The building at 131 North Queen Street in Martinsburg has come a long way. Built in the early 1900s, the old brick structure was abandoned and fell into disrepair before Andrew Johnson and his wife Amber came across it.
Where others saw a mess, they saw potential. They purchased the building and started brainstorming what to do with it. “We threw around a whole bunch of ideas,” Johnson said, “before we started messing around with the concept of self-service wine machines.”
Self-service wine is a relatively new idea cropping up in wine bars and restaurants around the country. Johnson figured that, although West Virginia doesn’t allow bar customers to serve themselves alcohol, the machines are still an intriguing concept—one the area hadn’t seen yet.
A plan was beginning to take shape. Johnson maintained that he never set out to become a restaurant owner, but he appreciates the local aspect of farm-to-table restaurants and figures the people of Martinsburg will too.

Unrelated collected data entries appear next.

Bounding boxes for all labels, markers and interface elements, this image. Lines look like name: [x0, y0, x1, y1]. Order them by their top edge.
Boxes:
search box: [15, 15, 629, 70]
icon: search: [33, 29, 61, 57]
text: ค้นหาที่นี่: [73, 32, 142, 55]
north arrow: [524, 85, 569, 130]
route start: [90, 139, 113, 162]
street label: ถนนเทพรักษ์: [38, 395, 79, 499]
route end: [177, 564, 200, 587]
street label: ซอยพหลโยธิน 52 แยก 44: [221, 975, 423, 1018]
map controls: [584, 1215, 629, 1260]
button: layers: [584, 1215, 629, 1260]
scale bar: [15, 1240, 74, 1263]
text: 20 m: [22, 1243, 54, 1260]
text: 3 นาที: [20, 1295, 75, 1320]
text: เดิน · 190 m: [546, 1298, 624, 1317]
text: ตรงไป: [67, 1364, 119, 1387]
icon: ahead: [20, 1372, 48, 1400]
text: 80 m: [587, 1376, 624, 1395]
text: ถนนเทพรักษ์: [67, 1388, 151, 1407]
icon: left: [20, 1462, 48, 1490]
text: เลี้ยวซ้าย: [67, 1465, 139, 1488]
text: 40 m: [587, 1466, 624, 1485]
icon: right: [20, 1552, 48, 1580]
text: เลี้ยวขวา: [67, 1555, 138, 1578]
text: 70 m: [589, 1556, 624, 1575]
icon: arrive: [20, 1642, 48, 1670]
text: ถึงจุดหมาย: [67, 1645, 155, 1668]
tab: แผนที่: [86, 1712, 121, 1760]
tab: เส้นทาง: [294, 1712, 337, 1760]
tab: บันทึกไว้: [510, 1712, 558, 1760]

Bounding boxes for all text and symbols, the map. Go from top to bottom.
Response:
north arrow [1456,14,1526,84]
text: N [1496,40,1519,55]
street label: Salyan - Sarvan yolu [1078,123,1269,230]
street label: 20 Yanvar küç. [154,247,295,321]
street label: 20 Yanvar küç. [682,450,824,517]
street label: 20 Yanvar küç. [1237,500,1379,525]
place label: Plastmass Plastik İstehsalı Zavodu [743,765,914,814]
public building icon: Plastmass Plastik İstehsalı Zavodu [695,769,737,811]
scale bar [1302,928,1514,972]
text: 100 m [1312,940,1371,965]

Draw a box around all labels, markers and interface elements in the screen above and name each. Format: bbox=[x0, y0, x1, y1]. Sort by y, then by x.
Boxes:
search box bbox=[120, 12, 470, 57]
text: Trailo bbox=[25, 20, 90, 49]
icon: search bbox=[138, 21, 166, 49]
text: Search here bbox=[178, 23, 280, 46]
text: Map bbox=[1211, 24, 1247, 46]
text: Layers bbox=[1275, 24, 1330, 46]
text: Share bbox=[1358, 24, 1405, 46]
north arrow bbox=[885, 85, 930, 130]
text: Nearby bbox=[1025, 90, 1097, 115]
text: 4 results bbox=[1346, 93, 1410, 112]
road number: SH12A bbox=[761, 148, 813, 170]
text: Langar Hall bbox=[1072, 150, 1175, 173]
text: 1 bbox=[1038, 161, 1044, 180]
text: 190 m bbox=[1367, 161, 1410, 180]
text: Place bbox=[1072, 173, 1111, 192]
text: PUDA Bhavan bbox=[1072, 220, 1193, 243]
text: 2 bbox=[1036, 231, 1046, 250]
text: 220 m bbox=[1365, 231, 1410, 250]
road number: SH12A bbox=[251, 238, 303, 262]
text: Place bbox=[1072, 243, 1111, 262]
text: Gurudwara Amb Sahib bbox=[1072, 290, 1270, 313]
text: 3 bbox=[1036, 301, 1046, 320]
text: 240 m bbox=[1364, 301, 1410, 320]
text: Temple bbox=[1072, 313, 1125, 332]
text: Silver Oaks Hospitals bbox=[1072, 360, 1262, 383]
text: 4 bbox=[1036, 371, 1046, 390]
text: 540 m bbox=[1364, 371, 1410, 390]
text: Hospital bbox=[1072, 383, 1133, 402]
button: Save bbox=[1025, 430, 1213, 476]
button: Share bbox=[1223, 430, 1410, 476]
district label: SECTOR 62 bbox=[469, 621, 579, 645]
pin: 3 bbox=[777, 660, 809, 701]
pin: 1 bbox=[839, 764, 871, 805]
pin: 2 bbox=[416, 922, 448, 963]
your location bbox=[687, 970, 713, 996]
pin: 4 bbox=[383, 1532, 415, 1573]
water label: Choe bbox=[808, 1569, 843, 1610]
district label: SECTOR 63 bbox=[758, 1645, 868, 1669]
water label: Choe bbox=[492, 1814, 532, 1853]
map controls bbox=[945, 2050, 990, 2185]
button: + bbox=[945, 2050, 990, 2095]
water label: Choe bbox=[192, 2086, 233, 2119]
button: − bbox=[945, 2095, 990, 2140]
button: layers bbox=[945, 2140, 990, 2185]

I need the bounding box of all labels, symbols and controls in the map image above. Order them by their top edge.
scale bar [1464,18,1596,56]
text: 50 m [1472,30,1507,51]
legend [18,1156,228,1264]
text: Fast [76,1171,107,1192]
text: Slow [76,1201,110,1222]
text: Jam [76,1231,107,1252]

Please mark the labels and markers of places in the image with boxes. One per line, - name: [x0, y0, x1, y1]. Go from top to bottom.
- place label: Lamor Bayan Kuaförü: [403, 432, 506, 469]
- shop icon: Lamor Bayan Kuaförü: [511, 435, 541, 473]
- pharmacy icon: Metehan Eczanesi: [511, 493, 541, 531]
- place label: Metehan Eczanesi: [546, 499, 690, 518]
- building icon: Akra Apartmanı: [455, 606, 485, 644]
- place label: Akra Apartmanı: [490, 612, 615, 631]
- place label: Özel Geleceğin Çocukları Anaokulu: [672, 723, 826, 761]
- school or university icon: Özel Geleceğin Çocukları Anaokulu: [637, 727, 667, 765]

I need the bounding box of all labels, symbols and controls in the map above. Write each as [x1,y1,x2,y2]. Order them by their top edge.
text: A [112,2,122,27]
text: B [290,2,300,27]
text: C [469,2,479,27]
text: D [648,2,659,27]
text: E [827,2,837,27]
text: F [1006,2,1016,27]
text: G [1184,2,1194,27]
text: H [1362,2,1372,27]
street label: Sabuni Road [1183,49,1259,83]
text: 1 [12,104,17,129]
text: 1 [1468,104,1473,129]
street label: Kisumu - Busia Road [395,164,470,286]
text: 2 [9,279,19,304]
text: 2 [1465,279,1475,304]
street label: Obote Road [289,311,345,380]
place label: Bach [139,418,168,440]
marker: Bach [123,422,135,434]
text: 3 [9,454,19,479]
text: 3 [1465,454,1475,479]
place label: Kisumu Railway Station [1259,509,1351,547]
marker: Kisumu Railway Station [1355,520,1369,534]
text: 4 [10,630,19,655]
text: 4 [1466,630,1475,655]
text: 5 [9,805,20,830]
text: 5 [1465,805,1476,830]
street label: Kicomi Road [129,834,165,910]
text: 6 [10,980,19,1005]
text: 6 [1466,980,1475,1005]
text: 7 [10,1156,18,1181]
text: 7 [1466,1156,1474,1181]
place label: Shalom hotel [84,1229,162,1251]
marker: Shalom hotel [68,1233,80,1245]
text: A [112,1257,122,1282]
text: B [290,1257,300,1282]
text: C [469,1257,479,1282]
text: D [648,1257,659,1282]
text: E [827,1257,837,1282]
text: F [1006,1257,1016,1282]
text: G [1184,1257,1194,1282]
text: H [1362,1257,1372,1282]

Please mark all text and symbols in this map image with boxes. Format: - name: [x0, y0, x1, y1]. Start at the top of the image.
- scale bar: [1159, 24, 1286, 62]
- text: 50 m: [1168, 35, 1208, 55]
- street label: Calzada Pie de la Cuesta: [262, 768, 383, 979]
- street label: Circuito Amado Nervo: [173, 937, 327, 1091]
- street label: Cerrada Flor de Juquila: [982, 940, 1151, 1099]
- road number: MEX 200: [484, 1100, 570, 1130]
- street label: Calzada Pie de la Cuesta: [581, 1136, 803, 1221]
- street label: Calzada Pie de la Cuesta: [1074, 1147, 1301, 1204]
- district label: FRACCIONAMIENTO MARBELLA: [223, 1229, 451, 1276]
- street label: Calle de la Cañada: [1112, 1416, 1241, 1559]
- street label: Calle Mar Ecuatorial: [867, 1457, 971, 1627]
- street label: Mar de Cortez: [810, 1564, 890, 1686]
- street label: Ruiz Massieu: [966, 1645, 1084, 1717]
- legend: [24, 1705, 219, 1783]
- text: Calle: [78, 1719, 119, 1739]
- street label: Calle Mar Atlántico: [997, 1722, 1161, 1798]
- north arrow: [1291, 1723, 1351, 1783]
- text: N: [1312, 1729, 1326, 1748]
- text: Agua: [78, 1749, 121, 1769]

“My wife and I try to eat organic as much as possible and be as healthy as possible, so we wanted to incorporate that into dishes,” he added.
They looked to local farms such as Green Gate and Crestview for inspiration. “We’re trying to source as local as humanly possible,” Johnson said—noting that, unfortunately, good-quality food isn’t always cheap. “We wanted to try to figure out how we could offset charging too much money for good food. That’s where beer, wine, and liquor came into play.”
The idea for Brix 27 was born. But, while the couple was excited about introducing a unique concept to Martinsburg, they were far from wine experts. So they set out to learn as much as they could about their new venture.
“We traveled out to Napa,” Johnson explained. “We figured, if we’re going to do this wine thing, we probably should learn about wine.”
An Emerging Trend
Their host in Napa was a man named Toby Hovanski, who’d worked in the wine industry his entire adult life. Hovanski taught them all he knew about wine, and Johnson and his wife appreciated his extensive knowledge so much that they jokingly suggested he come back with them to help with the business.
“I said, ‘Hey man, do you want to move out to Martinsburg?’ I never thought he would consider it,” remembered Johnson. “But I did invite him to come out, no strings attached, just to see what we were doing. He ended up falling in love with our idea and the area.”
Hovanski loved it so much, in fact, that he couldn’t resist getting further involved. “I came and checked it out and figured, this is pretty cool,” Hovanski affirmed, now the wine professional at Brix. “Timing is everything. I packed up, drove across the country, and ended up here.”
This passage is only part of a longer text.